When we published last year's Diversity Scorecard, we said that this year's edition would take a more nuanced look at how law firms are faring in boosting diversity within their ranks. At the time, we predicted that our new approach would shake up the rankings. And it has.
By Ed Shanahan
The Minority Law Journal
May 01, 2009
Well, you can’t say we didn’t warn you.
When we published last year’s Diversity Scorecard, we said that this year’s edition would take a more nuanced look at how law firms are faring in boosting diversity within their ranks. At the time, we predicted that our new approach would shake up the rankings. And it has.
Last year’s first-place finisher, New York’s Cleary, Gottlieb Steen & Hamilton, dropped all the way to a tie at number 20 on our list. And Cleary was hardly alone in falling out of the Scorecard’s upper echelon. All told, five firms lost their top 20 status altogether. One of those, Cravath, Swaine & Moore, plummeted more than 50 spots on this list, from number 6 to number 57.

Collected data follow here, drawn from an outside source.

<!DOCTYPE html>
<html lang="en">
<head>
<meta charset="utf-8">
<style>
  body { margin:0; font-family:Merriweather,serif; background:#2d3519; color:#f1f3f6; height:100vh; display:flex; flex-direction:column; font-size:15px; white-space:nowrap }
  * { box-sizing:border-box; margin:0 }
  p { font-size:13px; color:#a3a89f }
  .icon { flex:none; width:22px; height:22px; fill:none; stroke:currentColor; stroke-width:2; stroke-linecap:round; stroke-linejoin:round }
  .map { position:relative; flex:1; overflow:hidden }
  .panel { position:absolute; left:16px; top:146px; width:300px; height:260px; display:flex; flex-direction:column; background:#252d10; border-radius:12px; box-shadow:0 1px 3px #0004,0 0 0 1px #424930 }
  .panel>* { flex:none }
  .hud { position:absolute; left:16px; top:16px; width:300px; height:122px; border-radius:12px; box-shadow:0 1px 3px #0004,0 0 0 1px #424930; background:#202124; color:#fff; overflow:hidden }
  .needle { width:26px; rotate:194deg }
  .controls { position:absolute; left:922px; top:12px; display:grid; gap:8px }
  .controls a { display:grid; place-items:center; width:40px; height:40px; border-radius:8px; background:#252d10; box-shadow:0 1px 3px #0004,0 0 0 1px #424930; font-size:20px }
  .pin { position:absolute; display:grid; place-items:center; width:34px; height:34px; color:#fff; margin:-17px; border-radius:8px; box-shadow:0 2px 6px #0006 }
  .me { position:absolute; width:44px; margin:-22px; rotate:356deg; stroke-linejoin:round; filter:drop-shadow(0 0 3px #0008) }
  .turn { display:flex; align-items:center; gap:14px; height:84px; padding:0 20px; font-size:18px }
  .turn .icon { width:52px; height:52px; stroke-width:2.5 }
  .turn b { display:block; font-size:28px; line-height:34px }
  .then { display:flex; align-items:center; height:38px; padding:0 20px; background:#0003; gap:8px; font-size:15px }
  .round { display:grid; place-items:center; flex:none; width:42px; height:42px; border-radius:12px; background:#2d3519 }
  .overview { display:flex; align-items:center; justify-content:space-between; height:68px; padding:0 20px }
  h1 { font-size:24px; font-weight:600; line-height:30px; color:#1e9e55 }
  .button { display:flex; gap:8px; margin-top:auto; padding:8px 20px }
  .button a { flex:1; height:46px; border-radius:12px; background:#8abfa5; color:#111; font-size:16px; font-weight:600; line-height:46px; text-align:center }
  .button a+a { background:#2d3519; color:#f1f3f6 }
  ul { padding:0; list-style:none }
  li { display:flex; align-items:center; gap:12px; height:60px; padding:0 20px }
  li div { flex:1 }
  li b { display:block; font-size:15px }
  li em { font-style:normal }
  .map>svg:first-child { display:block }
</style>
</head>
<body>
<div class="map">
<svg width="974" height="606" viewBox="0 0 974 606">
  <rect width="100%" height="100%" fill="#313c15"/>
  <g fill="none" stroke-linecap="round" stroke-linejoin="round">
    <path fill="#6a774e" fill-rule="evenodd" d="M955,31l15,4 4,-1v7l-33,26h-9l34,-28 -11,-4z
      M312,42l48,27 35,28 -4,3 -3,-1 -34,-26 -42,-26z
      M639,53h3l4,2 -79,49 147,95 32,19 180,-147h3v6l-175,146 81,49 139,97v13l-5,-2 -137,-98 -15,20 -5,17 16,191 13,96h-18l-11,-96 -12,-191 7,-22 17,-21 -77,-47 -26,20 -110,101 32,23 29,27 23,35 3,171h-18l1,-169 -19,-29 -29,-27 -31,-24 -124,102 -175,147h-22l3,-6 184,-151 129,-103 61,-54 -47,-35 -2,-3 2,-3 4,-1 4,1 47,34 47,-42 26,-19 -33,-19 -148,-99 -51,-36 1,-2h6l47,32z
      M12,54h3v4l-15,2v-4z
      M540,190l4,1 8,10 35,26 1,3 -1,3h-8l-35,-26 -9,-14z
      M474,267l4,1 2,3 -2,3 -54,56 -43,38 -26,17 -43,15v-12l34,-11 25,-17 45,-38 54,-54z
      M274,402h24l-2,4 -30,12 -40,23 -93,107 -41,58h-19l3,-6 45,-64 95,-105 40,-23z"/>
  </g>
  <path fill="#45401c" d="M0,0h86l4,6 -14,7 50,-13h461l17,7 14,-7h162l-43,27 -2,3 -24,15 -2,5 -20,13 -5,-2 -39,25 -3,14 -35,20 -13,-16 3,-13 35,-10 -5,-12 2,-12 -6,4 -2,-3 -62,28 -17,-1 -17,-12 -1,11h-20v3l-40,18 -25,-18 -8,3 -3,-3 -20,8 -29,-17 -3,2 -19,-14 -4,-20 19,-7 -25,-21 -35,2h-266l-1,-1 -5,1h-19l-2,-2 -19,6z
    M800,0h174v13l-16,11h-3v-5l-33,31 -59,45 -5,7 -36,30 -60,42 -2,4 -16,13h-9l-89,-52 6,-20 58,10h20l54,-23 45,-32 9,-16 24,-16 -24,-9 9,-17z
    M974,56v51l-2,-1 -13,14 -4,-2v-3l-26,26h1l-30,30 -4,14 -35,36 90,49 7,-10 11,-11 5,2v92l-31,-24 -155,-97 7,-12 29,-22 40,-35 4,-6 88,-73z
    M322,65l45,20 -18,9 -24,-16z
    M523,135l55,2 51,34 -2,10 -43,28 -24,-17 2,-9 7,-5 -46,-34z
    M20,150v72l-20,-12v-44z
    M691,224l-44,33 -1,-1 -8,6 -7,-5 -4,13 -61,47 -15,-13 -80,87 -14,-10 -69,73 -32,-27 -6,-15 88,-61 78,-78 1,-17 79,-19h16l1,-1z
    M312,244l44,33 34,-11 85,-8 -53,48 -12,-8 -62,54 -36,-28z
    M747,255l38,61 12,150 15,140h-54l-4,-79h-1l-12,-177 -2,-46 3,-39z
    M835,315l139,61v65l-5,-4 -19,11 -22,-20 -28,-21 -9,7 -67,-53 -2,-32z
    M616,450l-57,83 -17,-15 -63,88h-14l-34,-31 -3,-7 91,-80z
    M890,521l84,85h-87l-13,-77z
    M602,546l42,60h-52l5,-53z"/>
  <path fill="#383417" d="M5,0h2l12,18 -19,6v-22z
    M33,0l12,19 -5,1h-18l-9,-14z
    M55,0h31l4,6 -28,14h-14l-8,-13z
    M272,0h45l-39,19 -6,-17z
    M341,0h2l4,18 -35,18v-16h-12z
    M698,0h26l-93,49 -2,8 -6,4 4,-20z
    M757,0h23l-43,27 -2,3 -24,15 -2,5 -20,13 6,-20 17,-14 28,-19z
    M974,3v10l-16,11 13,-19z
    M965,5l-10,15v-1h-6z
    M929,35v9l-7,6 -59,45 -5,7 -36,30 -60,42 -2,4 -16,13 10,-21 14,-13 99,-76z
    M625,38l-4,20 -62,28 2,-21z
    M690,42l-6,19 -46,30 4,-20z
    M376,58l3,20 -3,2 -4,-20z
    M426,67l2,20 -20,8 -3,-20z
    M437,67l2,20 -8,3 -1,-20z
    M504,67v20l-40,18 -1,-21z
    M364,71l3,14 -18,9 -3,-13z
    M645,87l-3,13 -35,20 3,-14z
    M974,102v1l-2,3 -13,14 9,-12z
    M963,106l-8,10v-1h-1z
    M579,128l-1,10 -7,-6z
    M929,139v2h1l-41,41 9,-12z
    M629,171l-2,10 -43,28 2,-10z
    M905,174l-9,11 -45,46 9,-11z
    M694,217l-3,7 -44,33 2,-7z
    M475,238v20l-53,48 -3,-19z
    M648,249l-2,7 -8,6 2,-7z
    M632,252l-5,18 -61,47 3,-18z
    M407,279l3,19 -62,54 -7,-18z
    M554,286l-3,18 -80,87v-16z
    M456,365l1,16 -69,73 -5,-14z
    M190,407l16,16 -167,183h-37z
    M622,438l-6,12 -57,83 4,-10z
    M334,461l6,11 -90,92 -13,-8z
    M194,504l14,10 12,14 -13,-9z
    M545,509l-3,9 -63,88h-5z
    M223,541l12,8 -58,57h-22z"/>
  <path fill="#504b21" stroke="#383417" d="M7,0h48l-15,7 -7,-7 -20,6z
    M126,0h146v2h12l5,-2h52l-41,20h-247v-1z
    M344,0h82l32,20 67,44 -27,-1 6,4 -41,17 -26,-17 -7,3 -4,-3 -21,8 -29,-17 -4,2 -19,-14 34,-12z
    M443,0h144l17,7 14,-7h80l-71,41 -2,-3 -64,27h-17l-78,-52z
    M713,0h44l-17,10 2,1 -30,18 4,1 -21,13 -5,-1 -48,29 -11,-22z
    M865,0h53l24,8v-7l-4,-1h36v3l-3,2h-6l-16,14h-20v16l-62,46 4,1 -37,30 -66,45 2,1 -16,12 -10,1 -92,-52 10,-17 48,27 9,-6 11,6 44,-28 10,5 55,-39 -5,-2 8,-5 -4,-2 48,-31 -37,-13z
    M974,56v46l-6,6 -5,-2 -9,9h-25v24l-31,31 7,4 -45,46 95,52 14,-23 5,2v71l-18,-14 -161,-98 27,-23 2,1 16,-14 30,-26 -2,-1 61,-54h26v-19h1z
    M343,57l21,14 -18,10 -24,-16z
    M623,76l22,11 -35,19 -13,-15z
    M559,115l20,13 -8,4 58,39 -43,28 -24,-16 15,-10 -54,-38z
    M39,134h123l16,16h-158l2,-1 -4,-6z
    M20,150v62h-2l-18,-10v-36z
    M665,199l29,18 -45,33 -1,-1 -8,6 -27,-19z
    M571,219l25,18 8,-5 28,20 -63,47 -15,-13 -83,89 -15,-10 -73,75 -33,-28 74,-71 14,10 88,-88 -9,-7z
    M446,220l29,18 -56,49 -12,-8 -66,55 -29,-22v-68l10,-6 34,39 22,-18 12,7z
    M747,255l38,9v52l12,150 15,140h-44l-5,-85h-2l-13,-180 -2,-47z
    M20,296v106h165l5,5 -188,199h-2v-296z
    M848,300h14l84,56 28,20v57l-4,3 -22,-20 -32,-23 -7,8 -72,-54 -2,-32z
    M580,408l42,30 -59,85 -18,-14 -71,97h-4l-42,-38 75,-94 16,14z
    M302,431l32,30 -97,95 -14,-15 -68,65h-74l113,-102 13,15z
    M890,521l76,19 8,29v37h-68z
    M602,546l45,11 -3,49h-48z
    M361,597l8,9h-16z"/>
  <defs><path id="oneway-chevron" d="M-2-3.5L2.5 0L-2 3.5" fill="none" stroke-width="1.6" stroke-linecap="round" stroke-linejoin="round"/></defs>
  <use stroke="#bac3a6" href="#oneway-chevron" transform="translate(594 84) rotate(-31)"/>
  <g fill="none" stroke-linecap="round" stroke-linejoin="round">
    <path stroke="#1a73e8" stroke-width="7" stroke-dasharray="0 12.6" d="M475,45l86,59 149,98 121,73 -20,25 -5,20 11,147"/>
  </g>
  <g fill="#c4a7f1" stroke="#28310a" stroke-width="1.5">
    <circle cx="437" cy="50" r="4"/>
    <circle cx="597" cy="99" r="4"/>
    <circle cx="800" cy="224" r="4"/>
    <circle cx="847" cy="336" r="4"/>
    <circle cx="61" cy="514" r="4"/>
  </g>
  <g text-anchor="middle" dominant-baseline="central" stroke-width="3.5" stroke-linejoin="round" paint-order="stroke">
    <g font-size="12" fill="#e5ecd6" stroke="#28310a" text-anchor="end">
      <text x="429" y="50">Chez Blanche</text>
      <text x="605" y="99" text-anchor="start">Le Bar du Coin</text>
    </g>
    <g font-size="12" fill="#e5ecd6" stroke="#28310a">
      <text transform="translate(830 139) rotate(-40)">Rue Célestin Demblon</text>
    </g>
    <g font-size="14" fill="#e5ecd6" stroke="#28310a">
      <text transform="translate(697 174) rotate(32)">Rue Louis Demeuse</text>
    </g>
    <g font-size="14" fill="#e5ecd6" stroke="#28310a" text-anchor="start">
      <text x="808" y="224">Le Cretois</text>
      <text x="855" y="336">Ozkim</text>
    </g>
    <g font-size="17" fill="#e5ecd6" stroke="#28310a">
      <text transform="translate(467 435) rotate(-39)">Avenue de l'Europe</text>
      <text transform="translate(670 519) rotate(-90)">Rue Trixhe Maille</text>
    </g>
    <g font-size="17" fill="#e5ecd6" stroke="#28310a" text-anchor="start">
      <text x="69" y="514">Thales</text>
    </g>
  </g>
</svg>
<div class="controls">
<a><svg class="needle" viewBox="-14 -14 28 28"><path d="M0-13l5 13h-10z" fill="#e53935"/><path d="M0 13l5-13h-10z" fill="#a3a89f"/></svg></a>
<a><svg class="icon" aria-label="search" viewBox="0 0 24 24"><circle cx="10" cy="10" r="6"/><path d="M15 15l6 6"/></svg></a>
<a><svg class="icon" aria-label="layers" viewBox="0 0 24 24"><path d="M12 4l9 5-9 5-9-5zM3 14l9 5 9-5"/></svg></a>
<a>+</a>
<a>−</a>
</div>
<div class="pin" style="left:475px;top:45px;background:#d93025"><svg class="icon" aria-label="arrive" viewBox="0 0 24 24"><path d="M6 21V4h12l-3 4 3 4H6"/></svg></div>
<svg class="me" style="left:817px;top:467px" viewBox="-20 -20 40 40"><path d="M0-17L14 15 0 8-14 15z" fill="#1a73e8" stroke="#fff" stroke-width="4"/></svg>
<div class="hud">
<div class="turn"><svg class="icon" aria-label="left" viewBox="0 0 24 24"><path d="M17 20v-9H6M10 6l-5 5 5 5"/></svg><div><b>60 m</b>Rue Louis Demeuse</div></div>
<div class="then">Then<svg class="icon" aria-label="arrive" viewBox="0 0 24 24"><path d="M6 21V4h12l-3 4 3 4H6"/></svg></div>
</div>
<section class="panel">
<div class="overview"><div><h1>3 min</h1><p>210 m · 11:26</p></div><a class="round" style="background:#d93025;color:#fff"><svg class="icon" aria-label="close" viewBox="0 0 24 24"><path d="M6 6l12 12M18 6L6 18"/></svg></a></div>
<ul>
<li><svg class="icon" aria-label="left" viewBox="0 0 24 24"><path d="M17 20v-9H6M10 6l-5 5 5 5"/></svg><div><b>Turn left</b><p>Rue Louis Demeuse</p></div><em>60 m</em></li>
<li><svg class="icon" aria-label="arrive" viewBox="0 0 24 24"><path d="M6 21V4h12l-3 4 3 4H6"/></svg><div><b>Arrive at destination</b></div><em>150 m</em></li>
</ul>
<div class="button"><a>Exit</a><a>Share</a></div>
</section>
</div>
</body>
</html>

On the flip side, our new method of calculating diversity was a boon to numerous firms. The most prominent beneficiary was Palo Alto’s Wilson Sonsini Goodrich & Rosati, which, after two consecutive second-place finishes, finally ascended to the top spot. Other winners included the seven firms that rose into the top 20. None climbed higher than Lewis, Brisbois, Bisgard & Smith of Los Angeles, which jumped from number 47 all the way to number 4.
All this churn comes courtesy of a new ranking formula adopted after we found ourselves wondering whether our traditional approach to measuring diversity—calculating the overall percentage of minorities within a firm—ignored something significant. Did it really make sense to treat all lawyers of color as essentially equivalent in stature? Should a firm get the same kind of credit for a minority associate as it does for a minority partner? We decided that it was time to start giving more credit to firms that have increased the racial diversity of their partnership ranks. Under our revised formula, we add each responding firm’s percentage of minority lawyers to its percentage of minority partners to come up with a diversity score. This number is a truer gauge, we believe, of what kind of progress a firm is making in hiring lawyers of color at every level, with an emphasis on those at the most senior levels. (Click here for a fuller explanation of our methodology, and a list of firms that did not respond.)
A look at the top of this year's rankings, makes it clear how much a higher-than-average percentage of minority partners contributed to some firms’ improved showing. Consider Lewis, Brisbois: At 12.1 percent, its proportion of minority partners is nearly double the average for all firms, 6.3 percent. Each of the other firms that climbed into the top 20 this year also has a higher-than-average percentage of minority partners: Carlton Fields (12 percent minority partners); Epstein, Becker & Green (13.9 percent); Howrey (9.8 percent); Hughes Hubbard & Reed (9.8 percent); Kenyon & Kenyon (12.1 percent); and Shutts & Bowen (13.4 percent). First-place finisher Wilson Sonsini boasts a minority partner percentage nearly triple the survey average.